## [Instructions for the task]
Scan the entries below. List each line with "rotate".

## [Records to use]
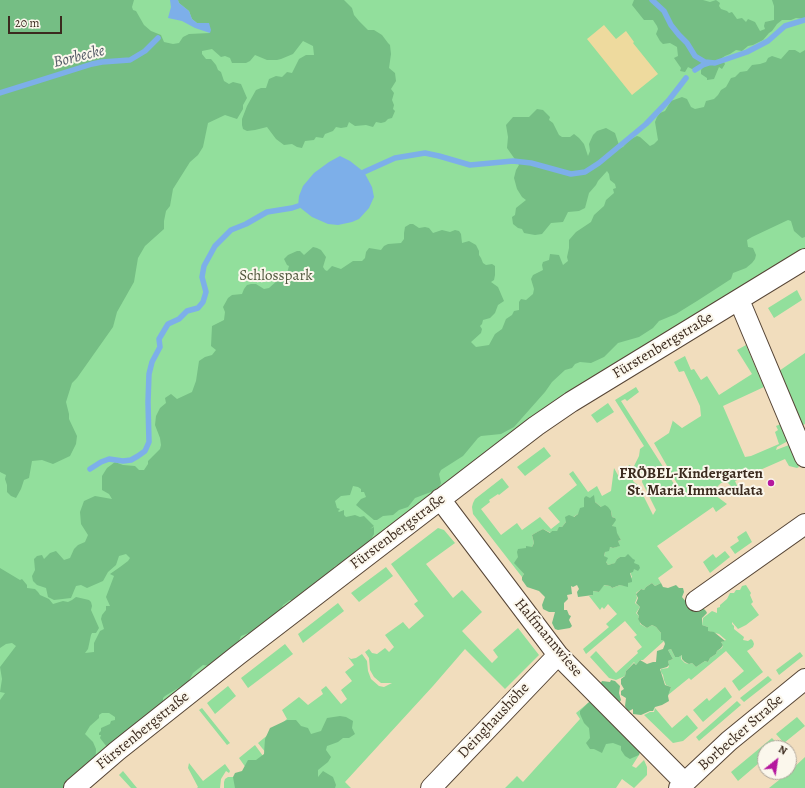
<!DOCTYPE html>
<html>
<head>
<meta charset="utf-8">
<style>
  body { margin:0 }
  #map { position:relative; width:805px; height:788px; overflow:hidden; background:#f1ddbd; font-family:Alegreya,serif }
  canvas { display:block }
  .north { position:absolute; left:757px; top:740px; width:40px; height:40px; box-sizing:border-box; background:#fbf7ec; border:1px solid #aea59a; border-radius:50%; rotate:30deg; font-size:11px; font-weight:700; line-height:16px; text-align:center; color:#3b2a1e }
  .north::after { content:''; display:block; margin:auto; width:14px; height:18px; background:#b5179e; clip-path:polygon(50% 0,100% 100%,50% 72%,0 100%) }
  .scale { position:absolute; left:8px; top:16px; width:54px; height:18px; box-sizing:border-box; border:2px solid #3b2a1e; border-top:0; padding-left:5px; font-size:12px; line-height:14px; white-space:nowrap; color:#3b2a1e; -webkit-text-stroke:3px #fbf7ec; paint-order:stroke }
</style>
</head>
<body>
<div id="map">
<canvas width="805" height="788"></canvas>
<div class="north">N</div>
<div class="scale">20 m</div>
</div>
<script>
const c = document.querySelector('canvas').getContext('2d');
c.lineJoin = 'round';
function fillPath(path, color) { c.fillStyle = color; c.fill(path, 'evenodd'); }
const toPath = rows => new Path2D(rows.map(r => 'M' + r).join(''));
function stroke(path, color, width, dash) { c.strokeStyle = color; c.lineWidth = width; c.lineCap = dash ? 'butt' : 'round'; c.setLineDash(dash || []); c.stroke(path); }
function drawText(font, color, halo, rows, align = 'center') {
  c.font = font + ' Alegreya,serif'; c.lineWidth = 4; c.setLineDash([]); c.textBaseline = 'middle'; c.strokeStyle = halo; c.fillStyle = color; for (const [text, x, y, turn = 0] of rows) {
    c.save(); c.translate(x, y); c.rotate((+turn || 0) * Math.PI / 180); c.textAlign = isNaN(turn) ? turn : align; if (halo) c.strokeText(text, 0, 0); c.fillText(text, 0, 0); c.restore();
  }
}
const green = toPath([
  [0,0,805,0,805,259,630,366,117,751,0,788],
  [797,290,802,300,774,318,768,308],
  [746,345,764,387,723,406,745,457,751,456,779,444,775,432,778,430,776,426,781,424,788,441,777,447,776,450,789,445,799,467,797,468,789,466,785,459,735,481,740,492,738,493,728,483,724,482,721,483,715,489,715,495,727,504,716,512,713,507,657,546,673,567,658,578,661,583,655,586,652,583,646,587,644,590,641,589,636,593,637,598,635,603,640,607,636,613,639,616,638,619,640,621,640,624,647,628,652,625,656,627,661,633,661,640,664,641,643,660,640,660,636,665,634,662,626,671,625,676,616,680,609,678,590,657,596,651,616,673,638,653,637,651,642,647,634,637,637,635,625,621,586,654,583,649,609,627,606,624,617,614,608,604,604,609,602,607,600,610,589,596,593,595,593,591,599,592,603,585,610,586,612,588,620,585,628,586,628,583,632,577,630,572,634,563,633,560,620,557,617,559,616,563,608,565,606,562,604,556,605,552,610,547,613,548,619,546,618,541,621,540,612,526,615,518,612,517,611,511,601,507,595,502,584,503,585,507,578,514,566,522,562,527,557,531,552,531,551,533,543,529,532,535,534,543,532,547,526,548,518,557,517,565,524,574,522,577,473,514,472,507,473,503,475,499,502,478,509,487,499,495,498,494,489,500,490,502,481,509,501,535,517,523,522,530,540,517,551,529,560,522,548,508,577,485,569,474,573,471,588,492,597,486,602,496,611,491,614,468,619,477,628,471,626,467,630,465,634,474,633,481,635,483,638,485,653,515,656,510,642,482,643,476,642,473,637,472,634,466,639,456,640,449,644,446,615,400,636,387,639,392,627,401,625,399,621,401,676,487,679,487,654,443,669,433,673,420,673,421,682,428,701,416,700,406,684,371,679,372,674,362,685,356,691,370,694,369,701,380,707,376,719,395,752,374,737,350],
  [805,353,805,424,803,425,779,371],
  [608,403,614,412,597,423,591,415],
  [544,447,551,456,525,476,517,467],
  [438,528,444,530,455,543,426,564,453,598,462,590,482,612,462,631,492,663,498,657,493,650,518,628,539,655,505,689,465,649,433,686,345,782,351,788,224,788,224,782,225,779,228,777,236,777,246,768,239,758,255,745,263,756,266,753,258,743,287,719,282,710,299,697,308,705,323,694,321,690,326,686,341,704,347,699,341,690,352,681,345,672,354,665,348,657,351,659,356,658,362,654,367,661,368,671,371,679,379,686,384,687,392,683,381,683,374,677,370,670,369,658,365,652,369,649,372,653,377,654,385,648,389,652,394,647,385,635,403,622,409,629,424,616,414,604,418,601,391,564],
  [746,531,752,542,735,554,730,547,739,541,737,537],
  [725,551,730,557,710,573,703,562,713,554,716,558],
  [386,567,393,576,359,602,351,593],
  [746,585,751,593,750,595,753,602,751,604,759,615,746,625,738,629,732,622,732,624,734,626,734,629,744,637,743,640,748,641,751,639,753,641,754,644,753,647,747,651,763,672,739,691,732,681,744,671,726,651,691,680,689,678,668,695,671,687,666,685,664,680,663,675,661,672,661,669,668,668,669,666,668,661,673,659,668,650,671,649,675,657,679,657,682,655,681,659,685,663,689,664,692,663,696,667,705,661,708,662,710,658,716,654,717,651,722,648,723,645,721,642,726,640,719,634,708,631,708,627,702,625,703,618,712,611,717,613,717,608,720,607,720,605,727,599,730,593,734,593,736,590,740,590,742,586],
  [338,603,344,611,303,643,298,634],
  [285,644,293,654,248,688,241,678],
  [800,652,803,656,779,675,776,670],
  [768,676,772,680,744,702,740,698],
  [228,686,236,696,215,714,207,703],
  [725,687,732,697,703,722,693,710,707,698,709,701],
  [737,701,741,705,699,741,696,737],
  [588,703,639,755,632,766,636,768,644,760,647,767,647,775,634,788,622,779,616,788,505,788,517,776,523,782,580,719,576,713],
  [202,708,230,743,227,745,199,710],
  [655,708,672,728,687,715,698,728,683,741,673,743,644,715,650,712,654,712],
  [797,717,805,726,784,743,776,734],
  [772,738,780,747,765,748,765,760,760,765,759,763,738,781,731,772],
  [805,757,805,788,769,788,789,772],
  [189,763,203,781,225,764,230,771,229,773,226,771,221,779,220,788,197,788,198,787,188,768],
  [123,771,137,788,131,788,119,775]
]);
const forest = toPath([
  [0,0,134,0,132,7,133,10,136,11,144,25,151,31,161,35,164,42,173,44,179,43,183,37,189,34,210,33,208,23,197,23,192,19,189,11,179,3,178,0,344,0,352,8,354,15,359,21,368,30,374,30,382,35,388,43,390,45,391,54,389,68,395,73,396,81,391,89,394,93,392,100,394,105,393,109,395,111,392,118,388,119,385,122,381,123,376,122,373,127,366,125,355,126,349,122,347,127,341,128,336,127,333,131,325,134,323,138,316,137,314,140,305,141,302,148,297,147,292,144,284,145,276,139,267,127,255,130,247,131,243,129,242,125,242,119,247,106,256,90,261,88,266,88,269,79,276,76,282,77,287,72,292,73,299,59,306,55,314,55,313,46,303,41,293,54,281,59,277,60,267,60,255,55,250,61,246,63,232,63,230,58,225,56,221,57,212,49,202,51,202,54,206,59,211,59,216,65,218,70,221,72,224,81,229,84,233,82,241,84,247,98,243,105,243,109,237,119,225,115,208,123,203,147,198,155,190,162,173,189,170,206,166,211,164,221,164,229,145,246,138,258,134,282,117,312,113,327,77,378,72,383,66,402,69,414,69,419,77,436,76,444,70,456,53,464,42,460,32,461,29,478,24,480,21,489,16,498,11,496,7,492,7,485,5,479,6,475,0,472],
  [634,0,703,0,710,2,716,0,720,3,719,6,721,9,727,11,729,13,732,12,737,19,742,18,746,22,748,19,755,22,760,31,765,29,764,26,765,22,774,20,774,6,772,0,805,0,805,19,796,18,791,20,782,20,777,24,772,31,769,33,763,40,753,45,748,46,742,51,736,50,730,54,725,56,722,58,725,64,722,69,719,67,714,79,707,80,707,78,701,74,701,70,703,67,701,66,692,69,688,67,685,72,680,71,681,68,674,58,678,56,677,47,670,43,663,44,660,41,656,34,658,29,657,26,653,20,644,20,632,5],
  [789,50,795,50,800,53,805,50,805,237,802,238,794,231,791,221,788,220,752,237,747,240,748,247,753,248,756,255,755,259,752,263,746,268,733,273,731,279,697,301,676,314,659,321,653,328,639,337,618,343,604,357,591,363,580,362,575,364,572,368,565,370,552,382,545,392,514,427,501,434,481,436,478,438,463,456,441,470,439,474,441,483,439,487,431,492,415,498,408,507,399,510,393,515,383,516,377,520,374,520,356,505,361,499,366,497,364,492,361,492,361,489,358,487,353,486,350,495,341,496,335,501,337,508,340,509,338,511,339,512,344,510,344,515,346,517,355,515,360,517,364,516,374,526,370,529,374,527,374,534,368,545,356,551,340,565,337,565,334,567,334,569,313,587,309,587,297,601,290,600,283,605,280,612,251,632,241,636,238,643,210,666,203,665,193,673,188,682,165,696,163,698,163,703,151,713,148,714,107,747,100,738,101,735,99,735,99,733,101,731,101,728,110,724,111,721,115,720,115,717,109,713,102,713,99,715,99,718,90,726,85,734,93,742,96,749,95,771,75,788,0,788,0,700,5,693,0,692,2,679,0,667,16,646,12,643,6,644,0,648,0,568,20,580,22,579,27,585,27,588,35,589,38,592,40,595,49,599,53,604,63,601,68,602,72,600,76,597,89,600,91,602,92,606,91,610,99,628,96,633,92,633,91,635,88,649,85,653,94,652,94,643,100,631,104,629,101,619,102,615,106,610,106,606,110,606,106,597,114,576,110,574,120,567,128,561,130,558,126,554,119,556,116,565,108,572,103,581,87,588,81,585,76,586,71,598,54,600,48,597,46,588,37,585,33,581,32,576,35,570,34,559,37,556,42,555,44,559,50,553,56,551,64,560,70,558,74,549,78,545,85,542,88,535,81,524,80,512,84,501,95,496,112,499,109,494,102,490,102,476,107,468,115,462,123,465,135,466,139,470,144,470,148,464,148,461,160,449,161,445,160,438,155,425,156,416,160,408,166,403,165,398,171,394,177,399,192,392,196,381,199,361,205,357,212,355,216,350,211,346,212,326,224,320,225,312,223,307,228,298,232,295,242,294,244,289,247,285,251,284,256,284,264,289,269,288,278,280,286,277,289,266,287,265,284,259,288,255,297,251,300,251,304,255,313,247,317,248,321,250,326,257,323,267,325,270,327,271,332,266,341,269,353,261,362,261,365,258,366,252,369,248,381,250,384,246,388,244,401,243,404,239,404,233,405,227,410,224,413,224,419,228,425,227,429,228,433,233,442,230,450,232,455,230,459,231,461,234,462,243,469,241,476,245,479,251,479,255,481,258,483,263,486,265,492,264,495,266,495,275,494,280,491,282,498,287,504,301,498,305,495,313,490,318,483,320,482,324,480,326,482,329,481,333,471,342,476,347,489,345,495,334,502,329,506,319,512,315,514,311,519,310,519,302,521,299,526,300,533,294,534,289,531,279,533,275,543,270,542,265,543,262,549,260,550,254,559,255,563,265,568,261,567,257,569,248,569,240,576,232,591,222,594,215,604,206,606,200,614,193,613,189,616,188,615,184,610,180,609,174,607,171,598,181,596,185,589,193,585,208,579,211,568,212,563,222,551,223,542,234,535,235,524,233,522,229,518,228,513,224,512,217,515,215,516,208,526,200,522,197,517,189,514,178,516,170,519,165,507,148,508,137,506,125,513,117,529,117,537,109,543,110,550,117,549,120,553,123,559,135,562,137,570,137,574,134,579,138,584,144,588,156,590,151,589,144,593,135,597,131,606,128,615,133,620,148,623,147,629,140,637,136,640,137,650,146,654,144,658,140,655,122,657,117,660,113,665,111,671,101,682,97,687,99,691,107,695,109,704,107,706,101,714,99,718,95,721,90,726,87,731,78,735,77,740,72,747,71,752,65,760,64,766,62,768,58,772,56,781,59],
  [594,495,595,502,601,507,605,505,608,507,611,511,612,517,615,518,616,520,612,526,616,527,617,533,621,540,618,541,620,546,613,548,610,547,609,551,605,552,604,556,608,558,606,562,608,565,615,563,617,559,620,557,625,557,628,554,633,559,635,560,634,563,639,565,640,568,638,571,634,569,633,572,630,573,632,580,632,582,628,583,628,587,620,585,612,588,610,586,604,585,599,592,593,591,593,595,578,597,577,592,579,589,577,585,573,587,571,586,572,594,567,595,568,599,564,603,564,610,567,610,569,615,571,616,569,620,572,626,570,628,558,630,555,629,552,623,555,612,549,612,543,609,542,605,545,597,539,591,527,587,522,580,522,577,524,574,514,563,518,557,517,552,518,549,526,548,526,546,532,547,534,543,532,535,539,531,543,529,550,533,552,531,557,531,559,527,562,527,566,522,565,517,569,515,574,517,578,514,580,508,584,507,584,498,586,496,590,498],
  [652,583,655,586,661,583,663,587,668,588,676,585,679,588,683,588,684,592,682,597,687,603,703,608,706,611,707,613,702,618,702,625,708,627,708,631,714,632,725,641,721,642,723,645,721,648,717,651,716,654,710,658,708,662,705,661,696,667,692,663,689,664,685,662,682,659,682,655,679,657,675,657,671,649,668,650,673,659,668,661,669,665,667,667,660,669,665,685,671,687,668,696,669,701,662,705,655,707,653,711,650,711,641,715,633,714,633,709,629,711,627,710,625,706,626,698,621,695,621,691,624,689,621,684,621,679,625,676,626,671,634,663,636,665,640,660,647,664,653,662,656,662,657,651,663,649,665,644,664,641,661,640,661,633,656,627,652,625,647,628,641,624,638,619,639,616,637,613,640,607,636,603,638,598,636,594,641,589,644,590,646,587],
  [611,680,615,681,620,686,619,693,621,700,617,707,641,750,639,755,632,758,630,759,625,756,621,750,621,746,613,743,606,744,602,753,594,749,590,749,586,743,590,738,589,728,584,723,580,714,580,711,592,699,602,681,610,682],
  [340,716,346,717,353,721,352,728,355,734,349,738,343,738,338,742,327,746,326,750,331,757,328,762,318,770,318,777,323,771,333,777,336,785,335,788,235,788,233,777,235,773,242,771,248,760,256,760,264,754,265,739,270,728,287,720,296,720,301,726,308,728,311,734,321,731,327,718]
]);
const sand = toPath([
  [604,25,616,39,626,31,634,42,633,43,658,74,632,95,587,39]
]);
const water = toPath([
  [170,0,178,0,179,3,189,11,192,19,197,23,209,23,211,30,210,33,195,28,182,21,168,18,171,7],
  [340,156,350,161,364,172,372,187,374,197,369,208,359,219,352,222,338,225,328,224,312,217,298,206,299,196,303,186,314,173,329,162]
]);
const stream = toPath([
  [652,0,664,11,671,25,679,35,687,43,695,56,705,62,715,63,747,52,768,41,785,26,805,20],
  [695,70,703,65,709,63],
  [0,93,92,64,102,62,130,60,145,51,158,38],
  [364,172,395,158,425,153,439,156,470,165,513,161,531,163,571,174,585,172,599,163,646,124,669,100,686,78],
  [90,469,101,462,109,459,123,461,131,460,138,456,145,451,149,442,148,402,149,374,152,362,160,347,159,339,168,324,179,319,187,311,198,308,203,302,206,292,202,277,204,266,215,246,231,230,246,224,267,212,292,208,298,206]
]);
const minor = toPath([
  [739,300,805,457],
  [440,499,558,655,685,783],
  [696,601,805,524],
  [74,788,117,751,238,655,536,426,571,402,805,259],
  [431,788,558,655],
  [679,788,729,741,805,679]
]);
const markers = [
  [771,483,4,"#b5179e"]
];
const parkNames = [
  ["Schlosspark",276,276]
];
const streetNames = [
  ["Fürstenbergstraße",663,346,-31],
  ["Fürstenbergstraße",398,532,-37],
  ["Halfmannwiese",548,638,50],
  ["Deinghaushöhe",494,721,-47],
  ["Fürstenbergstraße",143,731,-39],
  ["Borbecker Straße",741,733,-41]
];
const poiNames = [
  ["FRÖBEL-Kindergarten",763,474],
  ["St. Maria Immaculata",763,491]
];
const waterNames = [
  ["Borbecke",79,57,-14]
];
fillPath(green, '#92df9c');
fillPath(forest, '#75be84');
fillPath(sand, '#eeda9e');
fillPath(water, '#7dafe9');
stroke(stream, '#7dafe9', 5.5);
stroke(minor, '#564536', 22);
stroke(minor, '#fff', 20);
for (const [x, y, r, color] of markers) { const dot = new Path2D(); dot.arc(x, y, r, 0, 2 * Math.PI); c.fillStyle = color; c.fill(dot); stroke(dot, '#fbf7ec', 1.5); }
drawText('15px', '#51573e', '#fbf7ec', parkNames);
drawText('15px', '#3b2a1e', '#fbf7ec', streetNames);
drawText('bold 15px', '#3b2a1e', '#fbf7ec', poiNames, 'right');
drawText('italic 16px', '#525965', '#fbf7ec', waterNames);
</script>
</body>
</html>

## [Task response]
  .north { position:absolute; left:757px; top:740px; width:40px; height:40px; box-sizing:border-box; background:#fbf7ec; border:1px solid #aea59a; border-radius:50%; rotate:30deg; font-size:11px; font-weight:700; line-height:16px; text-align:center; color:#3b2a1e }
    c.save(); c.translate(x, y); c.rotate((+turn || 0) * Math.PI / 180); c.textAlign = isNaN(turn) ? turn : align; if (halo) c.strokeText(text, 0, 0); c.fillText(text, 0, 0); c.restore();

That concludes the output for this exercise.